Can I Get a Witness? (2)

Notes
Transcript
Call and response. This form of rhythmic and most times musical expression finds its roots in the cultures of sub-Saharan Africa where in public affairs and religious rituals one person would make the call and the people would respond. When our ancestors arrived on the shores of America, they were stripped almost completely of their heritage but not completely of their culture. We may have lost where we come from but not who we are. They would do call and response in the cotton fields or cutting sugar cane. While carrying a child on her back, and yet still filling her back up with cotton a mother would say, “guide me ova, oh though great Jehovah, Pilgrim through this barren land” and the rest of the enslaved would respond with the tired yet melodic moans of the same words. This tradition was passed down through history to us. Even in the church experience we have call and respond from the pulpit. You know some (do a few end with “can I get a witness”).
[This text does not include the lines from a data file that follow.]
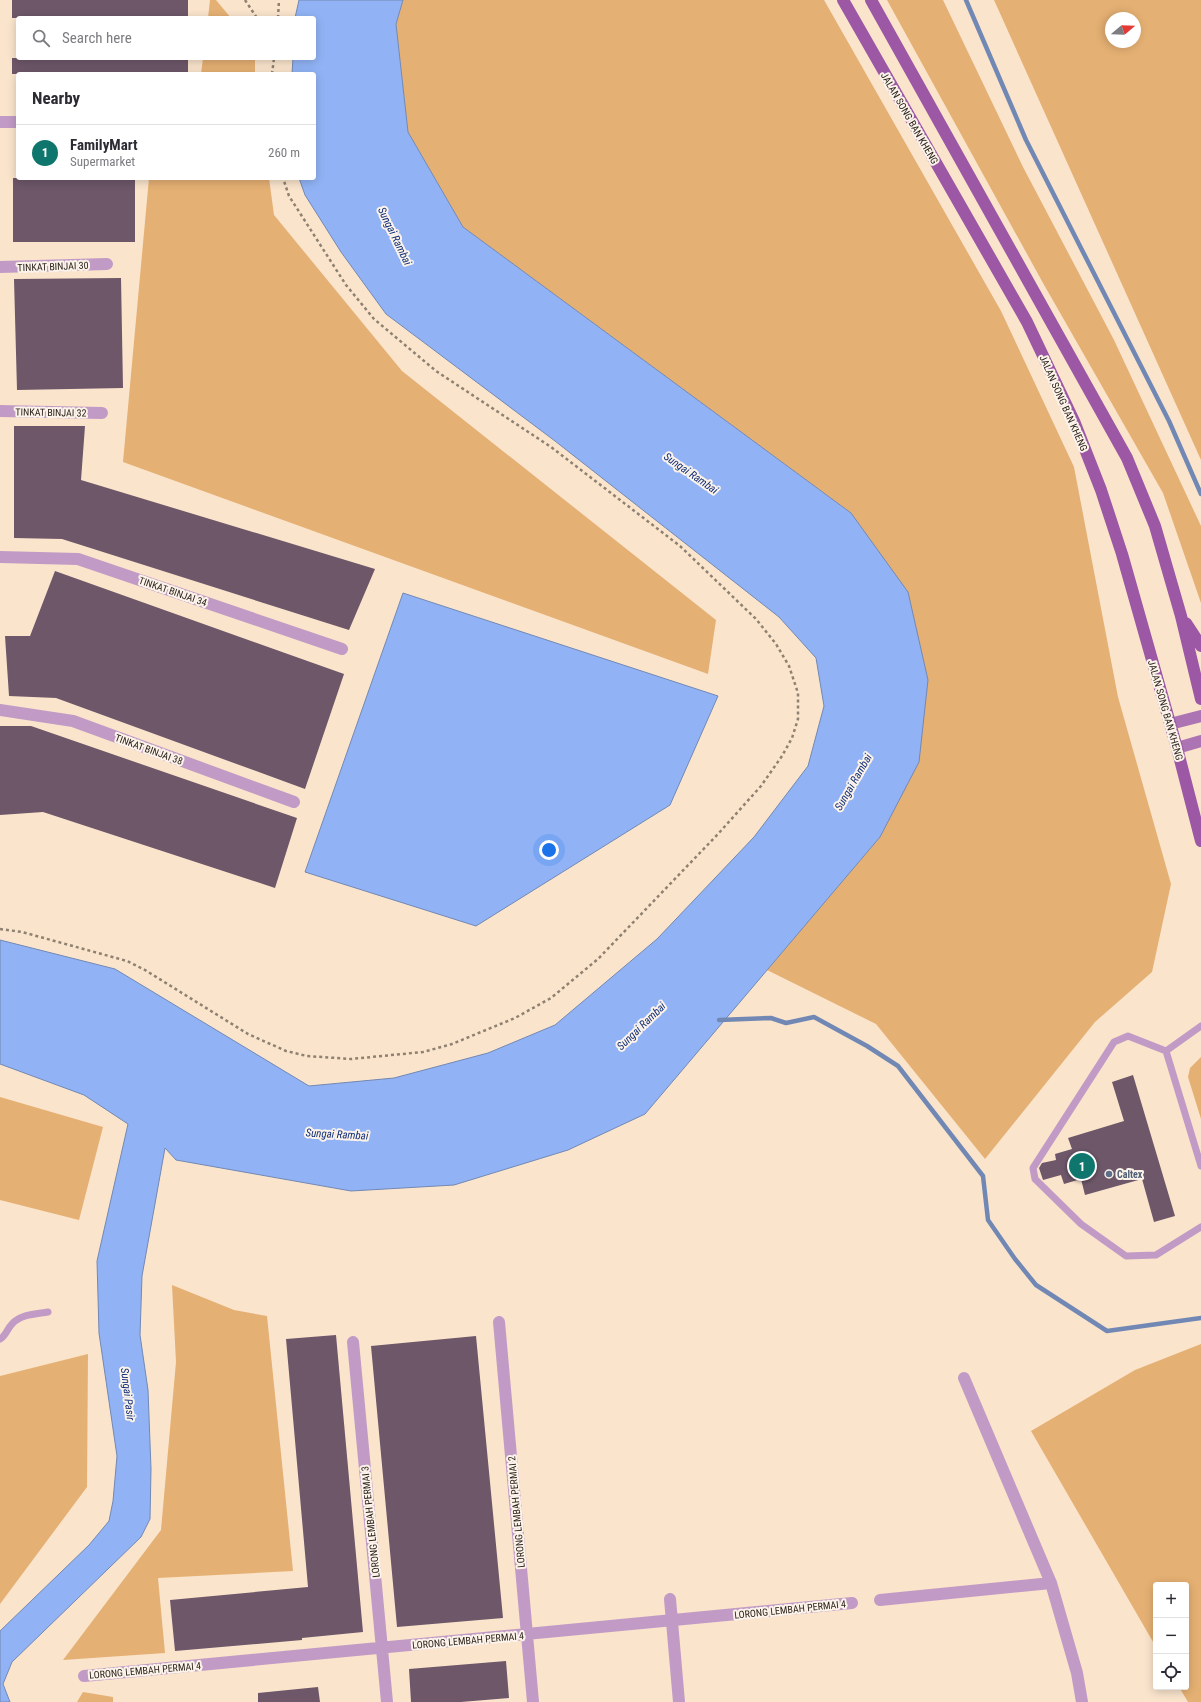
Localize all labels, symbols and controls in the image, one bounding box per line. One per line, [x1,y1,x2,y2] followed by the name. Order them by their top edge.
[1105,12,1141,48] north arrow
[16,16,316,60] search box
[30,27,52,49] icon: search
[62,29,132,47] text: Search here
[879,71,940,166] street label: JALAN SONG BAN KHENG
[32,88,80,108] text: Nearby
[70,136,138,154] text: FamilyMart
[42,145,48,160] text: 1
[268,145,300,160] text: 260 m
[70,154,135,169] text: Supermarket
[375,205,414,268] water label: Sungai Rambai
[17,260,89,273] street label: TINKAT BINJAI 30
[1037,354,1090,453] street label: JALAN SONG BAN KHENG
[15,406,87,419] street label: TINKAT BINJAI 32
[661,450,721,497] water label: Sungai Rambai
[137,575,208,608] street label: TINKAT BINJAI 34
[1146,659,1185,762] street label: JALAN SONG BAN KHENG
[114,732,184,767] street label: TINKAT BINJAI 38
[832,751,875,813] water label: Sungai Rambai
[539,840,559,860] your location
[614,999,669,1053] water label: Sungai Rambai
[305,1126,369,1143] water label: Sungai Rambai
[1069,1151,1095,1181] pin: 1
[1104,1169,1114,1179] marker: Caltex
[1117,1169,1143,1180] place label: Caltex
[118,1367,137,1422] water label: Sungai Pasir
[506,1456,527,1568] street label: LORONG LEMBAH PERMAI 2
[359,1466,382,1578] street label: LORONG LEMBAH PERMAI 3
[1153,1582,1189,1690] map controls
[1153,1582,1189,1618] button: +
[734,1598,846,1621] street label: LORONG LEMBAH PERMAI 4
[1153,1618,1189,1654] button: −
[412,1630,524,1651] street label: LORONG LEMBAH PERMAI 4
[1153,1654,1189,1690] button: locate
[89,1660,201,1681] street label: LORONG LEMBAH PERMAI 4

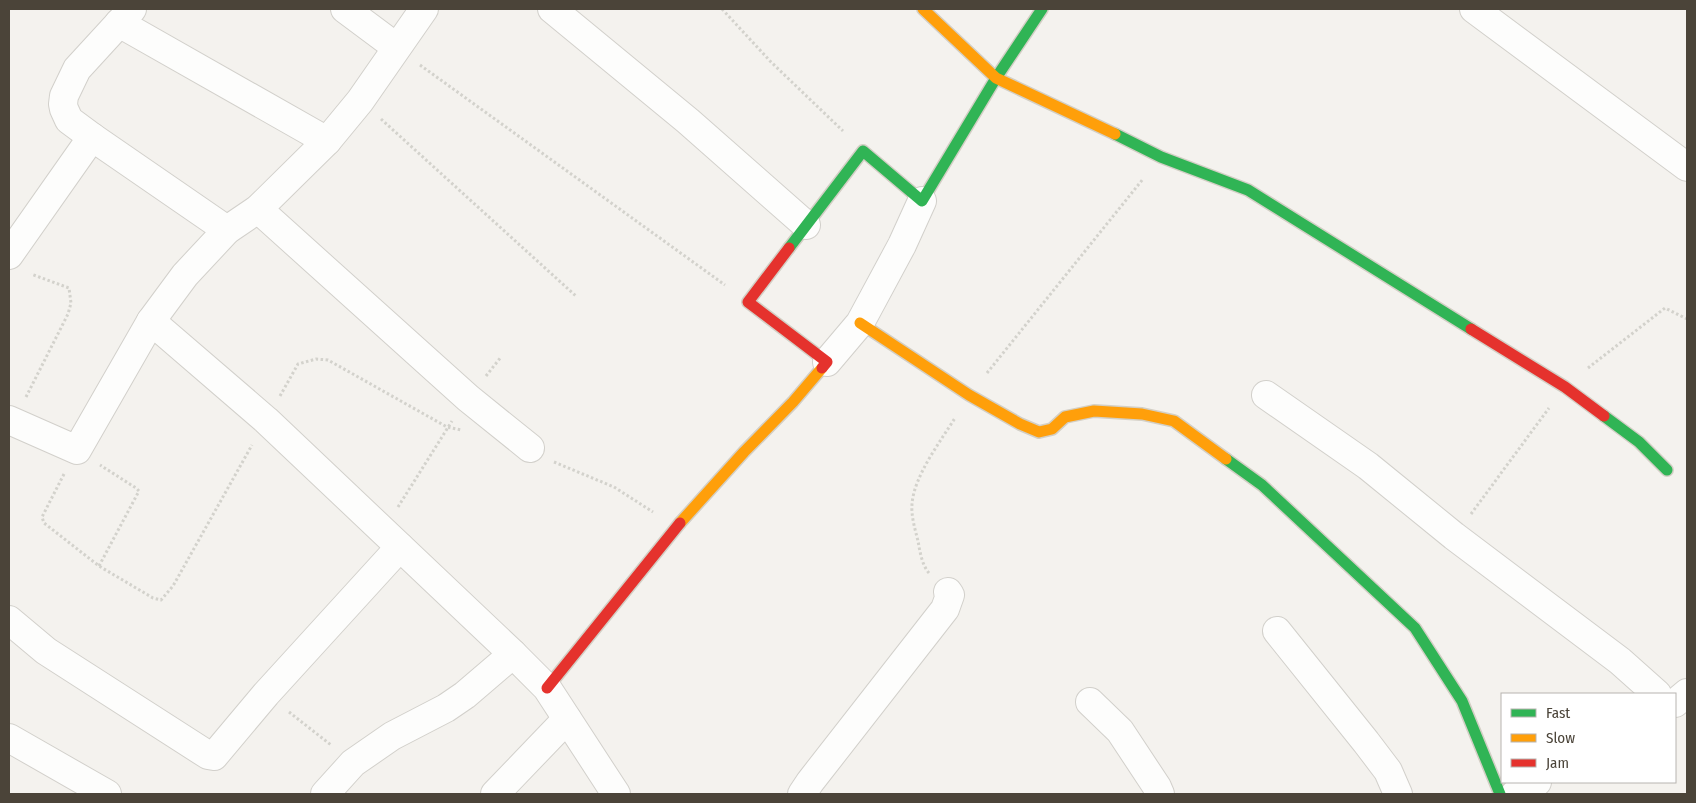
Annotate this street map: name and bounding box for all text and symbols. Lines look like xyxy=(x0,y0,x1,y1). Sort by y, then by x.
legend xyxy=(1501,693,1676,783)
text: Fast xyxy=(1546,704,1570,722)
text: Slow xyxy=(1546,729,1575,747)
text: Jam xyxy=(1546,754,1569,772)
And the call to ask for a witness is not just so the preacher knows you hear them, but so that you know God hears you. That you understand that you have been through some things, that God has brought you out of some things, and you are willing to testify and share with someone else that God has blessed you. The call to be a witness from the preacher echo's the call from God to be a witness for God in the world that has refused to acknowledge God for who God is. Because it’s one thing to be a witness in church and say “amen” to the preachers and your neighbor, its something else entirely to be a witness in a world that hates God and hates you.
God has chosen us to be his witnesses. At our Jobs, in our families, in our schools, in our communities, in our social clubs, in our fraternities and sororities, at the store, at the mall, at the bar, on the court, on the field, in every place God sends you we are God’s chosen servants to be witnesses on his behalf.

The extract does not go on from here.